Chicken, radish sprouts, miso soup, edamame, rice and
of course, tuna. Slice it yourself and its still good sashimi.
The best thing about the grocery store in Takayama is when they buy a tuna or two from the coast and haul it up for us mountain-folk. When the tuna appears, madness descends on the grocery store. Old ladies jostle for position in line, old men outbid eachother on who gets to take home the enormous fish head. If there is a whole tuna fish at the grocery store, you buy a cut because—even with inferior knife skills—you can prepare the most delicious fish you’ll ever eat at home. For about ten dollars, you can get a piece of lean red meat, the most popular of all cuts. Though if you’re feeling lavish, get the orange stuff from the same fish. It’s fatty and wonderful, and a bargain considering all you have to do is put it on vinegared rice with a touch of wasabi to make it as good anything from a restaurant.

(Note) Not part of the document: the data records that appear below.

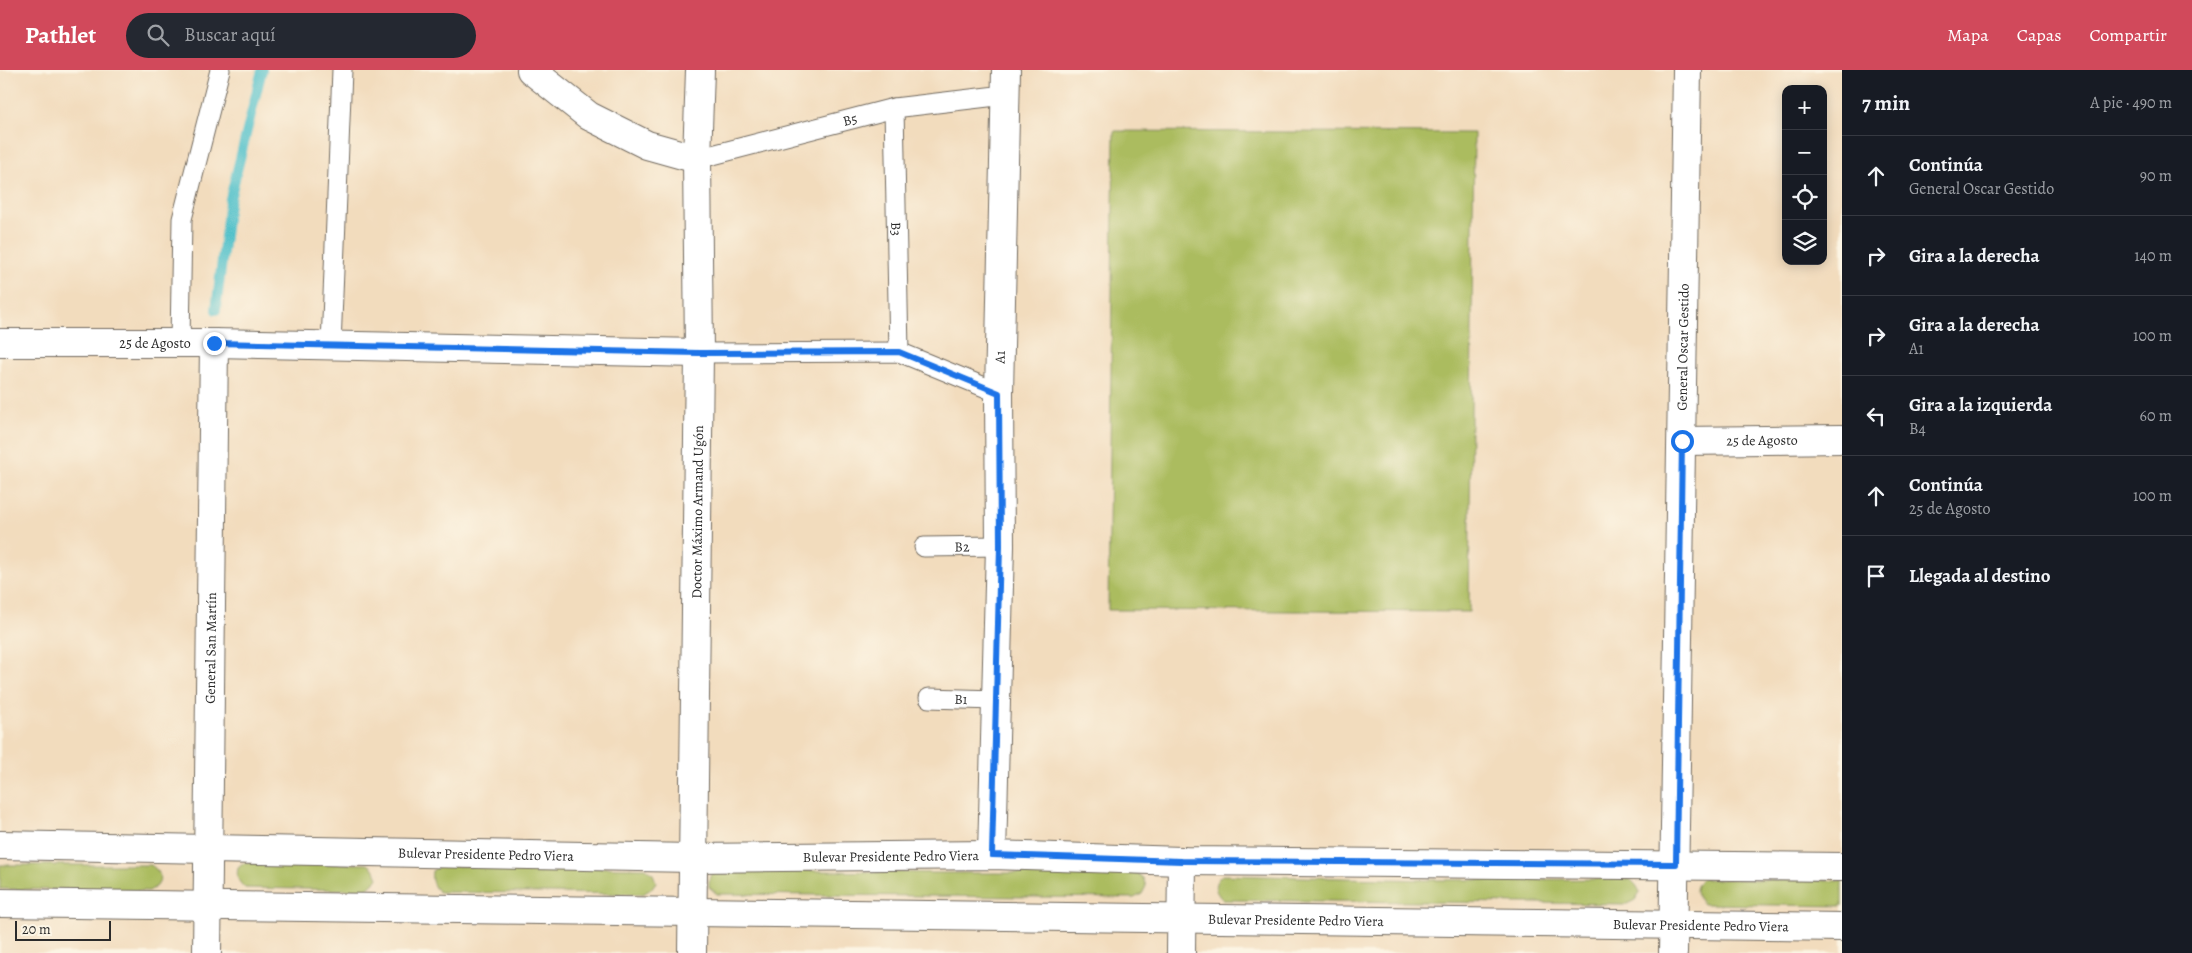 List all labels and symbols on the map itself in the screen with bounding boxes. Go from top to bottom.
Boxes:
street label: B5 [841,108,859,130]
street label: B3 [887,222,906,236]
street label: General Oscar Gestido [1672,283,1693,411]
route end [203,332,226,355]
street label: 25 de Agosto [119,334,191,353]
street label: A1 [990,350,1009,365]
street label: Doctor Máximo Armand Ugón [687,425,708,599]
route start [1671,430,1694,453]
street label: 25 de Agosto [1726,430,1798,450]
street label: B2 [954,537,970,556]
street label: General San Martín [200,592,221,704]
street label: B1 [954,689,968,709]
street label: Bulevar Presidente Pedro Viera [398,843,575,865]
street label: Bulevar Presidente Pedro Viera [803,846,979,866]
street label: Bulevar Presidente Pedro Viera [1208,909,1385,931]
street label: Bulevar Presidente Pedro Viera [1613,915,1789,936]
scale bar [15,918,111,941]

Next up is train sushi. These restaurants literally parade pieces of sushi past your nose on a conveyer belt. Take all you want! They’ll count the plates when you leave. There are of course, varying degrees of quality at these places. I would avoid the restaurants that advertise ‘everything for 100 yen’ and go to the more upscale places that charge 2 or 300 yen for a piece of fish on rice (I know, big spender). The conveyer belt places are a great first stop for sushi because you can try all the weird stuff you’ve never seen in the states without a chef watching to see if your palette is refined enough to handle it (trust me, it’s not). I’ve tried baby squids, fish organs, a variety of fish eggs, raw shrimp, raw crab claw, raw scallop, as well as a handful of unidentifiable fish (my favorite is the purple one). Be sure to try the weird stuff in the beginning of the meal, otherwise you’ll be left with the taste of raw crab claw on your tongue.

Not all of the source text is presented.